If the project includes a classification task (e.g., predicting rain/no-rain), calculate AUC-ROC. This assumes 'Precipitation_mm' > 0.1mm signifies a rain event.

In [None]:
if not comparison_df.empty and not predictions_df.empty and 'RMSE' in comparison_df.columns:
    best_model_name = comparison_df.sort_values(by='RMSE').iloc[0]['Model']
    
    if 'Actual' in predictions_df.columns and f'{best_model_name}_pred' in predictions_df.columns:
        y_test_binary = (predictions_df['Actual'] > 0.1).astype(int)
        
        # For regression models, their continuous predictions can be used as scores.
        # Higher predicted rainfall amount implies higher likelihood of 'rain' class.
        # Ensure predictions are non-negative if they can be negative (like ARIMA).
        y_pred_scores = predictions_df[f'{best_model_name}_pred']
        if (y_pred_scores < 0).any():
             y_pred_scores = np.maximum(0, y_pred_scores) # Clip negative predictions at 0
        
        if len(np.unique(y_test_binary)) > 1: # Check for at least two classes in true labels
            try:
                auc_roc = roc_auc_score(y_test_binary, y_pred_scores)
                print(f"\nAUC-ROC for {best_model_name} (treating regression output as classification score): {auc_roc:.4f}")
                
                # Add to comparison_df if not already there from train_models.py
                if 'AUC_ROC' not in comparison_df.columns:
                    comparison_df['AUC_ROC'] = np.nan 
                comparison_df.loc[comparison_df['Model'] == best_model_name, 'AUC_ROC'] = auc_roc
                print("Updated comparison_df with AUC-ROC for best model:")
                print(comparison_df)
            except ValueError as e:
                print(f"Could not calculate AUC-ROC for {best_model_name}: {e}")
        else:
            print(f"Skipping AUC-ROC for {best_model_name}: y_test_binary has only one class.")
    else:
        print(f"Could not calculate AUC-ROC: Prediction column for {best_model_name} or 'Actual' column not found.")
else:
    print("Skipping AUC-ROC calculation: comparison_df or predictions_df is empty.")

### 4.3 Overall Summary and Recommendations
*(Markdown cell for final thoughts)*

- Summarize the key findings from the model training and evaluation.
- Discuss any limitations of the current models or analysis.
- Propose next steps or future improvements (e.g., trying more complex models, further feature engineering, hyperparameter optimization for other models).

## 5. Prepare for LaTeX Report Update

The generated figures (`.png` and `.tex` files) in `reports/figures/` can now be integrated into `reports/latex/rainfall_forecasting_report.tex`.

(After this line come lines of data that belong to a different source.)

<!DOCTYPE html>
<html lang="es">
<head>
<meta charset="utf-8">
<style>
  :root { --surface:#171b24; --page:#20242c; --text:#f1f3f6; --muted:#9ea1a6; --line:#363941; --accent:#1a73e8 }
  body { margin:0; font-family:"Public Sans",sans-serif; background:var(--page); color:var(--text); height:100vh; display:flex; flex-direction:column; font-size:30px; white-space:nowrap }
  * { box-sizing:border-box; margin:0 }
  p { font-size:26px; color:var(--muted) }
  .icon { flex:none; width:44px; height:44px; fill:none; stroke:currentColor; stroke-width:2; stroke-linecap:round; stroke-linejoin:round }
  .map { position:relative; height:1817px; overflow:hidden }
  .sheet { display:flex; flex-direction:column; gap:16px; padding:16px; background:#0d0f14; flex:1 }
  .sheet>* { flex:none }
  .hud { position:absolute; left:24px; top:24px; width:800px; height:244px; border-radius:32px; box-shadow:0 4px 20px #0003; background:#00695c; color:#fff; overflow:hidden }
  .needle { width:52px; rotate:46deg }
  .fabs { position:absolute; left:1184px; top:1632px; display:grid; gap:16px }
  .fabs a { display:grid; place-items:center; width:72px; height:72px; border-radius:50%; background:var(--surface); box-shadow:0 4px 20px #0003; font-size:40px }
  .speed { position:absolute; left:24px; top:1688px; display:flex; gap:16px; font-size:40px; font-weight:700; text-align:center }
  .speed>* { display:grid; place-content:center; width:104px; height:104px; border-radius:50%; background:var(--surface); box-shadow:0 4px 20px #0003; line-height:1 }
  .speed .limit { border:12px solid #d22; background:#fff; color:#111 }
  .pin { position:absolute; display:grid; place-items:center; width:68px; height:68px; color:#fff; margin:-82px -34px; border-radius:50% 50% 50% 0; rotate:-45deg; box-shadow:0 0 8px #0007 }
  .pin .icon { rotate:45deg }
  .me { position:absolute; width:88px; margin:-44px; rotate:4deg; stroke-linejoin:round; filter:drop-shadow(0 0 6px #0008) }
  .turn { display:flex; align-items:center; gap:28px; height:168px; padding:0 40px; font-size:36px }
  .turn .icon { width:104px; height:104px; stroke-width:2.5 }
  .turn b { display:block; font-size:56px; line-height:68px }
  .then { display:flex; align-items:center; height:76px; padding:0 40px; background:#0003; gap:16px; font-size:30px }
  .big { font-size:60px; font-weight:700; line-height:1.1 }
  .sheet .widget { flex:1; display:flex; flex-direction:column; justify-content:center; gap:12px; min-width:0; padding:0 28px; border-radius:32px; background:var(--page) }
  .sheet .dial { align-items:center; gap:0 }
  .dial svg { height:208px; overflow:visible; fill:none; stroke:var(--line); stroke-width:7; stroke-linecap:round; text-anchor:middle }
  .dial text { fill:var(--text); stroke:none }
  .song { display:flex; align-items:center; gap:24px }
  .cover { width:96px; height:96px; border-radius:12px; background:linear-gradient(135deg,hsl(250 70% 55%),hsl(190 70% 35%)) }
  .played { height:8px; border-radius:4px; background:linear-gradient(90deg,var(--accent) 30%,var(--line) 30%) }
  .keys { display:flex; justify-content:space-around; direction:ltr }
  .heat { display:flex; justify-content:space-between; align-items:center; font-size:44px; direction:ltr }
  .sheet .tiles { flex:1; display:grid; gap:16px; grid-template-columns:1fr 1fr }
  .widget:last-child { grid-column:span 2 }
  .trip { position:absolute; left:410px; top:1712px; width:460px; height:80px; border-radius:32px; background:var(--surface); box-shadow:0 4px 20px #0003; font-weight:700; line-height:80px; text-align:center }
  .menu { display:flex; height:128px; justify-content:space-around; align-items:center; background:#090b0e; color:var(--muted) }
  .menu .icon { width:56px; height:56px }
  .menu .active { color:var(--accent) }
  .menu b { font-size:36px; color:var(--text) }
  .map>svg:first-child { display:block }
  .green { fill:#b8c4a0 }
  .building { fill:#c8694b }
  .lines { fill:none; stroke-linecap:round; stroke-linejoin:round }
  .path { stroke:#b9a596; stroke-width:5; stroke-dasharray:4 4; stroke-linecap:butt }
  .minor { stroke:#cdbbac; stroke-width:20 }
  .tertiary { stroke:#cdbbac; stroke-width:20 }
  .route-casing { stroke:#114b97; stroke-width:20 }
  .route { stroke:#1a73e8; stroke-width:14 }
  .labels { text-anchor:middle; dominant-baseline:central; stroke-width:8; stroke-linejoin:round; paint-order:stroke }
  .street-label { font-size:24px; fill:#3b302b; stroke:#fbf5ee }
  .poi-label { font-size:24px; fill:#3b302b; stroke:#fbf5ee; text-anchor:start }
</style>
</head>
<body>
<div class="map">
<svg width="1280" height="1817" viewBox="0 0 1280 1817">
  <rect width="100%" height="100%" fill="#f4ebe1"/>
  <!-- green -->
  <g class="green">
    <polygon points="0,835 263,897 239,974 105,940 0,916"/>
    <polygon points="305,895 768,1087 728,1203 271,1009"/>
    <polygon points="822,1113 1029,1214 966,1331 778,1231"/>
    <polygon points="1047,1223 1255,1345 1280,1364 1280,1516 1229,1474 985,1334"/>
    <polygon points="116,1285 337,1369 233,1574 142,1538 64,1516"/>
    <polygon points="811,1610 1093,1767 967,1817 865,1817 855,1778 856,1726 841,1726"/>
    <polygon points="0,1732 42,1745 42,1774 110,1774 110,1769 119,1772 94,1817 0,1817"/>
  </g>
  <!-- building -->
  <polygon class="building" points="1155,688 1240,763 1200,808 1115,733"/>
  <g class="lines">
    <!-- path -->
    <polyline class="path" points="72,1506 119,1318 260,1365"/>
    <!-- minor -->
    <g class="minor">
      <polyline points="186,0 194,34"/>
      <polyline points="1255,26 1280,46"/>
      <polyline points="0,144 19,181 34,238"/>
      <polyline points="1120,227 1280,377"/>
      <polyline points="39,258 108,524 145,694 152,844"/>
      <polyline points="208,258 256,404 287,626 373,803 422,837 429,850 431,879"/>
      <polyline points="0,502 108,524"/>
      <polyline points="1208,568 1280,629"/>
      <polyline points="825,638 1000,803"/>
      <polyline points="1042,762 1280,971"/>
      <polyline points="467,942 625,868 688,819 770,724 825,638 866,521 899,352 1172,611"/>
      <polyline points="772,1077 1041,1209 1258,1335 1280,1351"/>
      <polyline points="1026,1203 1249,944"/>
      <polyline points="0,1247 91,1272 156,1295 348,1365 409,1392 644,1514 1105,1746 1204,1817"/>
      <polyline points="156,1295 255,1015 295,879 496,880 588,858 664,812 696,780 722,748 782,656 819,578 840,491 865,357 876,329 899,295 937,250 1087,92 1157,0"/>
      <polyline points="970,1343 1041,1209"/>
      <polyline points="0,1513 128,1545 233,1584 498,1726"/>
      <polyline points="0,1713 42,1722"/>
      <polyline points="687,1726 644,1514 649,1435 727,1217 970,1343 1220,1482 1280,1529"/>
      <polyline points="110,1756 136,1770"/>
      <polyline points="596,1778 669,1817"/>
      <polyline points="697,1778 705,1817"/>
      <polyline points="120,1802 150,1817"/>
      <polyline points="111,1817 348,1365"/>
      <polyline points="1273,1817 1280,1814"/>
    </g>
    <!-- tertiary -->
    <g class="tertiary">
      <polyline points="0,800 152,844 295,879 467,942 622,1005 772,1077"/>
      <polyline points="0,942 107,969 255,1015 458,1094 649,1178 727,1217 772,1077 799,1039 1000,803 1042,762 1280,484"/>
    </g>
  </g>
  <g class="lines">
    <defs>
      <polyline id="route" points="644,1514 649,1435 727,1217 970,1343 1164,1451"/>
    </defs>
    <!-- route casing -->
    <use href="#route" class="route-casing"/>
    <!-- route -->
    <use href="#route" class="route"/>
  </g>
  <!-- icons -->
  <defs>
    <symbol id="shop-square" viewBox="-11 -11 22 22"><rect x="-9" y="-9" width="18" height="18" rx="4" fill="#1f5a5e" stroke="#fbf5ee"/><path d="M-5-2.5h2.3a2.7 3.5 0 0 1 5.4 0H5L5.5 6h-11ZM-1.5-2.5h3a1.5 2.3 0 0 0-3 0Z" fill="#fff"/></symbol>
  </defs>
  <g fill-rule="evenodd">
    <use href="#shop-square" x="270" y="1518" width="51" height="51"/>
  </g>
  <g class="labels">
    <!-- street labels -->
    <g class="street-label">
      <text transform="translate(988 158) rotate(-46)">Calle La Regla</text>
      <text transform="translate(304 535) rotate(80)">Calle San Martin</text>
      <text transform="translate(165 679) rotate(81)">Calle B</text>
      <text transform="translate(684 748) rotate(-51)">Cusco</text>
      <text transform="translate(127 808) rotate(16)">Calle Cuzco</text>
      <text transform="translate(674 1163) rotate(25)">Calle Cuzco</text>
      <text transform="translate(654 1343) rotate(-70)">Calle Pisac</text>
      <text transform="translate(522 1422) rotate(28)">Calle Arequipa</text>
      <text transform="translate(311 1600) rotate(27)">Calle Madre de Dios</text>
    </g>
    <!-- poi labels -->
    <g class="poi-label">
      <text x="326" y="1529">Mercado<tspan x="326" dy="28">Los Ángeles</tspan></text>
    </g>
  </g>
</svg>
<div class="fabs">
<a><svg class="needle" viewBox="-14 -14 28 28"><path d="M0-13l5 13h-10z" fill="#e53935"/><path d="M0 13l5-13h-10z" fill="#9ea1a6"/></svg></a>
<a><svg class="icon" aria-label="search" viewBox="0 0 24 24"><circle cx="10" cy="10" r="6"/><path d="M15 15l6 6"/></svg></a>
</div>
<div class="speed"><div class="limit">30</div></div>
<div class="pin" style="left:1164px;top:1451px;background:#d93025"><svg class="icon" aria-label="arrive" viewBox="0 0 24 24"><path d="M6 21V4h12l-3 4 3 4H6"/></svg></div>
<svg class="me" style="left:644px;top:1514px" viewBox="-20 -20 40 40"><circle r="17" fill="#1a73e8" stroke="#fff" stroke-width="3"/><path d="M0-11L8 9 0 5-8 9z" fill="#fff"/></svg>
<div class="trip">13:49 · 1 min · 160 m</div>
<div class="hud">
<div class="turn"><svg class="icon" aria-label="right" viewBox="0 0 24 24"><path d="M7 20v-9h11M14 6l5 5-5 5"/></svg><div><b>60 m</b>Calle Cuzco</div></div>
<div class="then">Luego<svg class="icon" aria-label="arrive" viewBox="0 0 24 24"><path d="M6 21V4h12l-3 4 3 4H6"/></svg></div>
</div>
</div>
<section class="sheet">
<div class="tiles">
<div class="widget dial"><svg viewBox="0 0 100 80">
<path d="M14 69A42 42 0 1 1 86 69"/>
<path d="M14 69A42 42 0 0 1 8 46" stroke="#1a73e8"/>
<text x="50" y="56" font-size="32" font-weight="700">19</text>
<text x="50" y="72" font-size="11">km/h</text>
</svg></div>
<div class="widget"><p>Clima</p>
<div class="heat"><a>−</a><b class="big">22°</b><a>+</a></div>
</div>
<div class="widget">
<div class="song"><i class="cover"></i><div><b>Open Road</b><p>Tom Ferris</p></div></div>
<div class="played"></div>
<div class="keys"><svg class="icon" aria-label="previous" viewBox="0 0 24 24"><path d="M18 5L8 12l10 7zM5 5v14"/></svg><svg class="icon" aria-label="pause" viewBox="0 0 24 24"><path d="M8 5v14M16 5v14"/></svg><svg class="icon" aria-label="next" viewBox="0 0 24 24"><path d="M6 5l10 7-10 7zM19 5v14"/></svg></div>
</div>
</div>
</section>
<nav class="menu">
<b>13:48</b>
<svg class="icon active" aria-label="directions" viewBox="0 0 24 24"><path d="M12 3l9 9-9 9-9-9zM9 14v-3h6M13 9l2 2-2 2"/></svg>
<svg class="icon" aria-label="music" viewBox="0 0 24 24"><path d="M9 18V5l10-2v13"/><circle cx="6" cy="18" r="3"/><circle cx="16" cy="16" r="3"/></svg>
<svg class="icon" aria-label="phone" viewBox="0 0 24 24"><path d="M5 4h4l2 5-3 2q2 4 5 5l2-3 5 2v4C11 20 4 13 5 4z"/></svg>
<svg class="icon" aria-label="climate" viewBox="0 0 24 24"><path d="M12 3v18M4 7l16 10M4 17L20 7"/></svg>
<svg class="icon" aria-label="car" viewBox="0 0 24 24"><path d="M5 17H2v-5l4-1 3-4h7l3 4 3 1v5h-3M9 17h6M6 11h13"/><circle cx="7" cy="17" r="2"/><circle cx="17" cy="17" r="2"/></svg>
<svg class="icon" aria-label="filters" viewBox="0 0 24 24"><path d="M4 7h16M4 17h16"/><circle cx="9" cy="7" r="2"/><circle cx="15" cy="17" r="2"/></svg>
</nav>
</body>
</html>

Example LaTeX code for including a figure:
```latex
\begin{figure}[h!]
    \centering
    % For PNG images
    % \includegraphics[width=0.8\textwidth]{../figures/model_comparison_rmse.png}
    % For TikZ/PGFPlots (preferred for quality)
    \input{../figures/model_comparison_rmse.tex} 
    \caption{Comparison of Model Performance Based on RMSE}
    \label{fig:model_comparison_rmse}
\end{figure}
```
Remember to update the main LaTeX file (`rainfall_forecasting_report.tex` or `expanded_report.tex`) with these figures and the textual analysis derived from this notebook.

## 6. Finalize and Save Notebook

Ensure all cells have been run and outputs are visible. Save the notebook.